On Mar 28, 2006, at 9:18 PM, John Falk wrote:
I'm looking for a solution that would provide large amounts of data
storage and would be able to grow exponentially. I am a network
administrator for a school, like most schools right now budgets are
tight and our data storage needs are growing. I am looking to make a
giant raid5 out of retired machines. I was looking at the open-afs
project to create a network data storage cloud. As machines are retired
they would be added to the data storage cloud and all data would be
split across several machines like raid5. Is this or can this easily be
implemented using open-afs?

Short answer to a 'long' question ;-) "no".

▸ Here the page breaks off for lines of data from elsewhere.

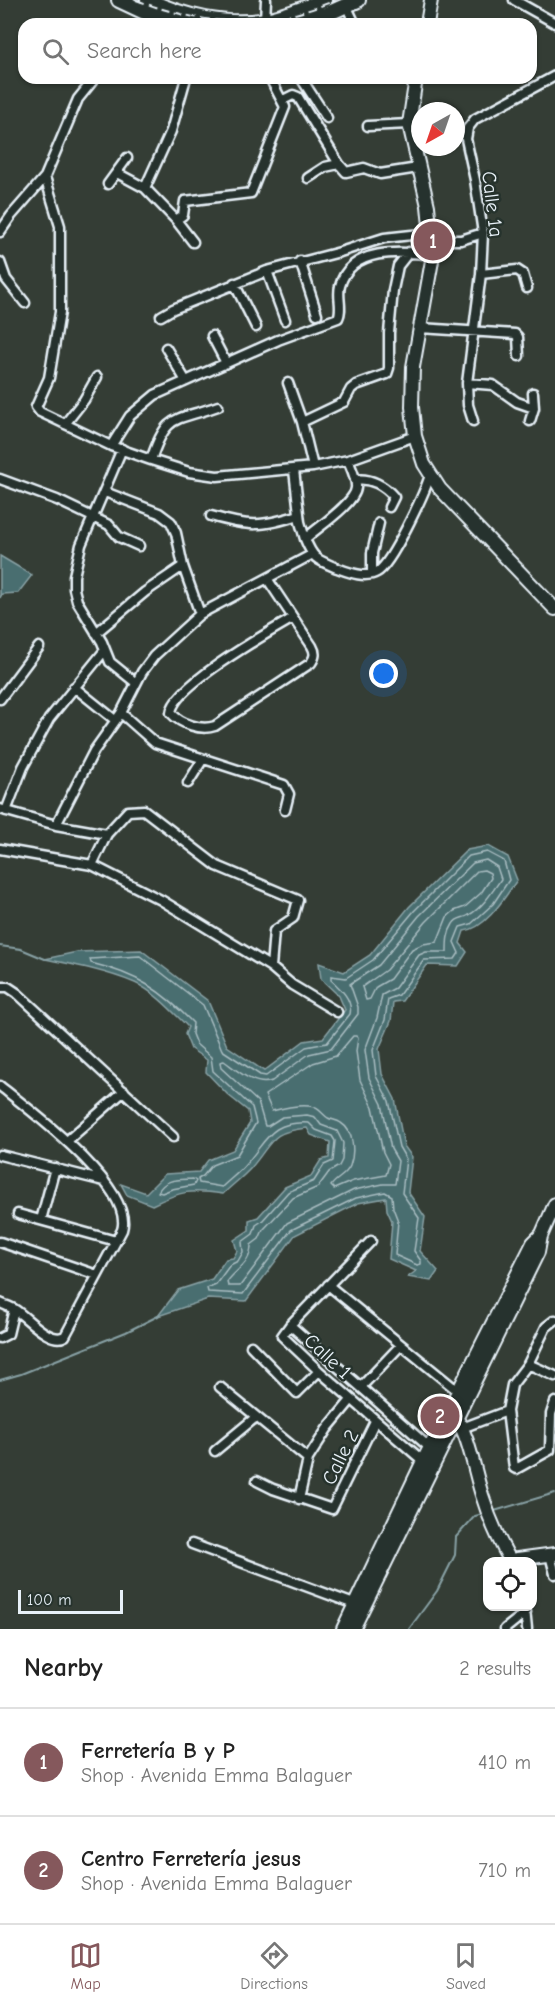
<!DOCTYPE html>
<meta charset="utf-8">
<style>
:root{--surface:#fff;--page:#f6f6f6;--text:#222;--muted:#767676;--line:#e0e0e0;--accent:#85585c}
body{margin:0;font-family:"Comic Neue",sans-serif;background:var(--page);color:var(--text)}
.controls{position:absolute;right:18px;bottom:18px;display:grid;overflow:hidden;border-radius:12px;box-shadow:0 2px 4px #0004}
.controls button{width:54px;height:54px;display:grid;place-items:center;padding:0;border:0;border-bottom:2px solid var(--line);background:var(--surface);color:var(--text);font:30px sans-serif}
.compass{position:absolute;left:411px;top:102px;width:54px;height:54px;border-radius:50%;background:var(--surface);box-shadow:0 2px 4px #0004;rotate:220deg}
.scale{position:absolute;left:18px;bottom:15px;width:105px;box-sizing:border-box;padding-left:6px;border:3px solid #e8f1f8;border-top:0;font-size:16px;line-height:21px;white-space:nowrap;color:#e8f1f8;-webkit-text-stroke:4px #26332d;paint-order:stroke}
.you{position:absolute;left:384px;top:674px;width:21px;height:21px;margin:-15px;border:4px solid #fff;border-radius:50%;background:#1a73e8;box-shadow:0 0 0 9px #1a73e833}
.badge{display:grid;place-items:center;width:39px;height:39px;border-radius:50%;background:var(--accent);color:#fff;font-size:20px;font-weight:700}
.pin{position:absolute;translate:-50% -50%;border:3px solid #fff;box-shadow:0 2px 6px #0006}
.list{margin:0;padding:0;list-style:none}
h2{display:flex;justify-content:space-between;align-items:center;height:78px;margin:0;padding:0 24px;font-size:26px}
h2 small{font-size:20px;font-weight:400;color:var(--muted)}
.list li{display:grid;grid-template-columns:39px 1fr auto;gap:18px;align-items:center;box-sizing:border-box;height:108px;padding:0 24px;border-top:2px solid var(--line)}
.list b{display:block;font-size:22px;white-space:nowrap}
.list p{margin:0;font-size:20px;white-space:nowrap;color:var(--muted)}
.list em{font-size:20px;font-style:normal;color:var(--muted)}
.icon{flex:none;width:33px;height:33px;fill:none;stroke:currentColor;stroke-width:2;stroke-linecap:round;stroke-linejoin:round}
.map{position:relative;flex:none;width:555px;height:1629px;overflow:hidden}
.search{position:absolute;background:var(--surface);box-shadow:0 2px 4px #0004;left:18px;right:18px;top:18px;height:66px;display:flex;align-items:center;gap:15px;box-sizing:border-box;padding:0 21px;border-radius:18px;color:var(--muted);font-size:22px}
.sheet{height:294px;background:var(--surface)}
nav{display:flex;justify-content:space-around;align-items:center;box-sizing:border-box;height:84px;border-top:2px solid var(--line);background:var(--surface);font-size:16px;color:var(--muted)}
nav a{display:grid;justify-items:center;gap:3px}
nav .on{color:var(--accent)}
.map>svg:first-child{display:block}
</style>
<div class="map">
<svg width="555" height="1629" viewBox="0 0 555 1629">
<rect width="100%" height="100%" fill="#343d35"/>
<filter id="ink" filterUnits="userSpaceOnUse"><feTurbulence type="fractalNoise" baseFrequency=".0167" numOctaves="2"/><feDisplacementMap in="SourceGraphic" scale="12" xChannelSelector="R" yChannelSelector="G"/><feConvolveMatrix kernelMatrix="1 2 1 2 8 2 1 2 1" color-interpolation-filters="sRGB"/></filter>
<g filter="url(#ink)">
<path fill="#4a6e70" stroke="#89a2a6" stroke-width="1.5" d="M 0,556 L 32,575 L 18,593 L 2,594 L 0,598 Z
M 488,846 L 508,857 L 517,880 C 505,897 486,929 464,931 L 460,943 L 467,952 L 458,966 L 427,965 L 402,1001 L 393,1002 L 391,1021 L 379,1049 L 382,1074 L 395,1099 L 404,1146 L 412,1157 L 408,1192 L 425,1217 L 420,1251 L 438,1271 L 431,1281 L 408,1277 L 416,1271 L 389,1259 L 392,1221 L 387,1210 L 386,1198 L 358,1203 L 295,1235 L 246,1301 L 208,1299 L 158,1316 L 178,1290 L 212,1279 L 226,1259 L 233,1258 L 237,1251 L 234,1240 L 249,1230 L 249,1220 L 258,1217 L 285,1187 L 311,1176 L 321,1160 L 329,1158 L 330,1142 L 311,1135 L 307,1128 C 269,1132 274,1141 251,1168 C 243,1177 232,1185 223,1194 C 191,1189 181,1191 152,1205 L 127,1195 L 121,1184 L 146,1193 L 165,1174 L 199,1172 L 208,1160 L 233,1150 L 250,1123 L 248,1111 L 228,1095 L 206,1072 L 207,1060 L 191,1049 L 185,1034 L 188,1027 C 172,1011 155,992 135,983 C 106,971 75,965 45,959 L 77,952 L 141,950 L 208,1001 L 227,1046 L 264,1071 L 304,1041 L 323,1038 L 345,1010 L 339,996 L 321,979 L 319,963 L 344,972 L 370,955 L 409,907 L 467,850 Z"/>
<g fill="none" stroke-linecap="round" stroke-linejoin="round">
<path stroke="#a9bdc2" stroke-width="1.5" d="M 487,852 L 504,861 L 509,880 L 493,904 L 471,924 L 460,927 L 454,942 L 459,953 L 455,959 L 424,960 L 399,995 L 388,999 L 385,1020 L 373,1050 L 376,1076 L 389,1101 L 399,1147 L 406,1159 L 402,1193 L 419,1218 L 414,1251 L 421,1261 L 421,1264 L 417,1265 L 395,1255 L 398,1221 L 393,1208 L 392,1196 L 385,1192 L 356,1198 L 291,1230 L 243,1294 L 208,1292 L 207,1288 L 216,1284 L 230,1265 L 238,1261 L 243,1252 L 242,1242 L 253,1234 L 256,1225 L 262,1221 L 288,1192 L 314,1181 L 324,1165 L 333,1161 L 335,1141 L 332,1136 L 316,1130 L 309,1123 C 270,1121 268,1139 246,1164 C 239,1173 230,1179 222,1187 L 199,1183 L 198,1179 L 203,1176 L 212,1165 L 237,1155 L 256,1123 L 252,1107 L 213,1071 L 211,1057 L 196,1044 L 192,1034 L 193,1023 C 161,990 137,974 91,963 L 90,959 L 140,956 L 203,1005 L 222,1050 L 260,1075 L 266,1076 L 306,1047 L 327,1043 L 350,1014 C 353,1000 341,989 331,980 L 331,976 L 346,978 L 373,960 L 414,911 L 469,856 Z
M 486,860 L 497,867 L 501,879 C 492,892 483,907 469,915 C 463,919 457,917 453,924 C 447,933 447,942 447,952 L 426,952 L 419,955 L 395,988 L 382,995 L 377,1018 L 365,1050 L 369,1078 L 382,1104 L 391,1149 L 398,1161 L 395,1184 L 383,1184 L 354,1190 L 287,1223 L 240,1286 L 228,1286 L 227,1282 C 236,1269 251,1264 251,1245 L 259,1239 L 263,1230 L 293,1198 L 318,1187 L 329,1172 L 339,1166 L 342,1160 L 343,1143 L 337,1131 L 321,1125 L 315,1117 L 307,1115 L 282,1117 L 268,1126 L 265,1126 L 258,1102 L 221,1068 L 220,1062 L 224,1061 C 237,1070 256,1088 272,1081 L 309,1054 L 331,1049 L 358,1014 L 358,1007 L 350,984 L 379,965 L 419,916 L 473,863 Z
M 484,870 L 490,873 L 491,878 L 481,893 L 465,907 L 454,911 L 447,917 L 437,942 L 423,944 L 412,949 L 390,979 L 376,987 L 370,999 L 366,1000 L 362,987 L 386,970 L 426,922 L 477,871 Z
M 353,1036 L 356,1036 L 358,1038 L 356,1051 L 360,1080 L 373,1107 L 383,1152 L 389,1164 L 386,1175 L 353,1181 L 334,1189 L 331,1186 C 336,1178 346,1176 350,1166 C 355,1153 354,1131 341,1123 C 337,1120 332,1120 328,1118 C 321,1113 319,1107 309,1106 C 297,1105 283,1108 272,1111 L 265,1095 L 313,1063 L 336,1056 Z
M 193,1179 L 196,1181 L 194,1185 L 172,1189 L 162,1193 L 158,1192 C 165,1178 179,1180 193,1179 Z"/>
<path stroke="#89a2a6" stroke-width="2" d="M 0,946 L 21,949 L 45,959
M 0,1380 L 21,1374 L 126,1332 L 158,1316
M 491,1512 L 555,1493
M 409,1629 L 437,1591 L 455,1555 L 456,1537 L 475,1516 L 483,1514"/>
<g stroke="#e8f1f8" stroke-width="13">
<path id="street" d="M 514,0 L 555,23
M 346,5 L 355,24
M 265,20 L 266,0
M 301,78 L 327,118
M 283,100 L 293,95 L 298,97 L 339,164 L 346,172 L 364,168 L 380,174 L 418,168
M 368,126 L 409,124
M 117,173 L 145,188 L 176,220 L 193,242
M 45,177 L 60,226 L 60,312 L 49,378 L 36,407 L 40,412 L 111,446 L 151,460 L 189,472 L 217,476 L 313,467 L 348,460 L 415,436
M 308,178 L 325,167 L 339,164
M 108,184 L 127,158
M 145,188 L 171,131 L 186,78
M 176,220 L 183,215 L 185,201 L 251,193 L 285,107 L 270,78
M 0,232 L 11,216 L 45,177 L 78,99 L 95,78
M 430,240 L 461,240 L 483,233
M 300,261 L 317,314
M 0,262 L 6,279 L 25,303
M 267,271 L 285,320
M 481,274 L 517,270 L 523,274 L 527,288
M 234,283 L 256,327
M 161,316 L 173,309 L 267,271 L 340,252 L 384,238 L 430,233
M 420,328 L 515,334 L 518,337 L 519,356
M 212,336 L 226,363
M 166,348 L 186,381
M 288,383 L 302,422 L 313,467
M 467,383 L 493,385 L 517,402 L 534,408
M 473,421 L 468,405 L 467,383 L 481,274 L 483,233 L 475,180 L 466,139 L 468,128 L 475,119 L 555,76
M 530,421 L 534,408 L 533,393
M 302,422 L 344,402 L 351,389 L 356,385 L 387,374 L 389,368 L 389,333 L 393,290 L 398,266 L 409,252
M 65,424 L 84,400 L 97,377
M 111,446 L 130,416 L 155,395 L 278,340 L 338,318 C 343,309 337,297 340,286 C 350,247 401,251 433,255
M 122,449 L 81,545 L 74,576 L 74,589 L 77,601 L 102,642 L 110,662 L 136,683
M 151,460 C 167,412 174,422 218,406
M 294,470 L 300,522 L 305,539 C 317,528 355,503 356,488 C 357,479 351,468 348,460
M 0,479 L 57,500 L 109,525 L 119,537 L 139,546
M 355,480 C 370,477 385,486 394,497 L 389,507
M 105,492 L 159,513 L 171,522 L 176,533 L 183,566 L 200,614
M 211,516 C 249,527 262,527 299,515
M 305,539 C 313,559 317,560 337,568 C 348,572 365,579 377,572 C 391,565 425,492 430,475
M 372,574 L 372,553 L 379,523
M 268,580 L 312,646 C 316,653 315,657 311,663 L 215,726 C 201,731 181,724 171,713 C 173,686 269,632 293,618
M 96,633 L 145,592 L 183,566
M 74,687 L 115,720
M 0,699 L 39,647
M 121,713 L 155,743 L 284,785 L 289,794 L 285,810
M 188,783 L 203,759
M 0,809 L 56,825 L 107,834
M 6,811 L 23,767 L 49,719 L 105,650
M 56,825 L 94,751 L 121,713 L 142,672 L 154,656 L 200,614 L 311,555
M 0,849 L 92,865
M 271,967 L 274,931 L 293,918 L 298,900 L 217,866 L 144,810 L 128,811 L 107,834 L 92,865 L 161,900 L 271,967 L 292,985 L 337,1012
M 0,987 L 8,987 L 17,993 L 173,1137
M 0,1086 C 30,1110 135,1188 122,1230 L 65,1336 C 50,1345 27,1317 14,1309 C 10,1307 5,1305 0,1303
M 67,1141 L 124,1091
M 0,1155 L 104,1181
M 18,1214 L 116,1241
M 41,1220 L 55,1168
M 371,1241 L 290,1325 L 282,1336 L 319,1371 L 423,1461
M 0,1242 L 97,1275
M 328,1285 L 459,1392
M 290,1325 L 430,1448
M 0,1338 L 8,1334 L 14,1309
M 251,1346 L 297,1393 L 319,1371
M 528,1364 L 555,1376
M 220,1387 L 308,1459
M 361,1387 L 401,1345
M 507,1411 L 514,1468 L 516,1469 L 550,1450 L 551,1414 L 555,1402
M 462,1428 L 507,1411 L 512,1385 L 528,1364 L 546,1327 L 555,1320
M 215,1451 L 256,1417
M 257,1481 L 273,1489 L 332,1509 L 375,1421
M 299,1499 L 308,1459 L 327,1429 L 351,1400
M 192,1544 L 354,1604
M 550,1555 L 555,1574
M 525,1609 L 527,1629
M 505,1629 L 526,1612"/>
</g>
<g stroke="#e8f1f8" stroke-width="16">
<path id="secondary" d="M 427,24 L 431,0
M 416,78 L 409,124 L 428,206 L 433,255 L 413,367 L 412,407 L 415,436 L 424,464 L 440,489 L 555,609
M 454,1415 C 468,1431 475,1474 482,1495 C 489,1518 498,1539 510,1560 L 555,1554
M 343,1629 L 423,1461 L 533,1243 L 540,1236
M 353,1629 L 538,1252 L 541,1236 L 555,1204"/>
</g>
<g stroke="#e8f1f8" stroke-width="18">
<path id="primary" d="M 119,0 L 151,15 L 177,24
M 148,0 C 183,17 227,27 266,20 C 286,16 306,8 324,0
M 297,24 L 325,15 L 358,0"/>
</g>
<use href="#street" stroke="#26332d" stroke-width="8"/>
<use href="#secondary" stroke="#26332d" stroke-width="12"/>
<use href="#primary" stroke="#26332d" stroke-width="14"/>
<path stroke="#e8f1f8" stroke-width="2" stroke-dasharray="9 4.5" stroke-linecap="butt" d="M 136,0 C 208,27 264,30 336,0"/>
</g>
</g>
<g text-anchor="middle" stroke-width="5" stroke-linejoin="round" paint-order="stroke">
<g font-size="20" fill="#e8f1f8" stroke="#26332d">
<text transform="translate(493 204) rotate(83)" y="7">Calle 1a</text>
<text transform="translate(328 1356) rotate(43)" y="7">Calle 1</text>
<text transform="translate(340 1457) rotate(-64)" y="7">Calle 2</text>
</g>
</g>
</svg>
<div class="controls">
<button><svg class="icon" aria-label="locate" viewBox="0 0 24 24"><circle cx="12" cy="12" r="6"/><path d="M12 2v4M12 18v4M2 12h4M18 12h4"/></svg></button>
</div>
<svg class="compass" viewBox="-18 -18 36 36"><path d="M0-13l5 13h-10z" fill="#e53935"/><path d="M0 13l5-13h-10z" fill="#767676"/></svg>
<div class="scale">100 m</div>
<div class="you"></div>
<div class="pin badge" style="left:433px;top:241px">1</div>
<div class="pin badge" style="left:440px;top:1416px">2</div>
<div class="search"><svg class="icon" aria-label="search" viewBox="0 0 24 24"><circle cx="10" cy="10" r="6"/><path d="M15 15l6 6"/></svg>Search here</div>
</div>
<section class="sheet">
<h2>Nearby<small>2 results</small></h2>
<ul class="list">
<li><span class="badge">1</span><div><b>Ferretería B y P</b><p>Shop · Avenida Emma Balaguer</p></div><em>410 m</em></li>
<li><span class="badge">2</span><div><b>Centro Ferretería jesus</b><p>Shop · Avenida Emma Balaguer</p></div><em>710 m</em></li>
</ul>
</section>
<nav>
<a class="on"><svg class="icon" aria-label="map" viewBox="0 0 24 24"><path d="M3 6l6-2 6 2 6-2v14l-6 2-6-2-6 2zM9 4v14M15 6v14"/></svg>Map</a>
<a><svg class="icon" aria-label="directions" viewBox="0 0 24 24"><path d="M12 3l9 9-9 9-9-9zM9 14v-3h6M13 9l2 2-2 2"/></svg>Directions</a>
<a><svg class="icon" aria-label="saved" viewBox="0 0 24 24"><path d="M7 4h10v16l-5-4-5 4z"/></svg>Saved</a>
</nav>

AFS is a 'file system'. This means it _uses_ disks and it doesn't provide some. You can build your 'data cloud' by an AFS cell, but that's one layer above that (what I think you had in mind).

AFS can provide a complete distributed filesystem, where clients and users aren't aware of the whole organization of data and servers behind. It comes with a complete set of management tools for the file system, authentication (if you want some, but that's a little too old for some people) authorization and some backup functionality and some nice supplemental file system goodies.

It's not a networked RAID substitute nor a high availability data cluster, etc. (I seem to run out of examples of misinterpretations of a 'distributed filesystem' :-) )

I didn't want to scare you off, and I sincerely hope I haven't, I just tried to clarify things.

Horst

P.S.: There was another project providing networked software disc RAIDs, but I don't remember the name.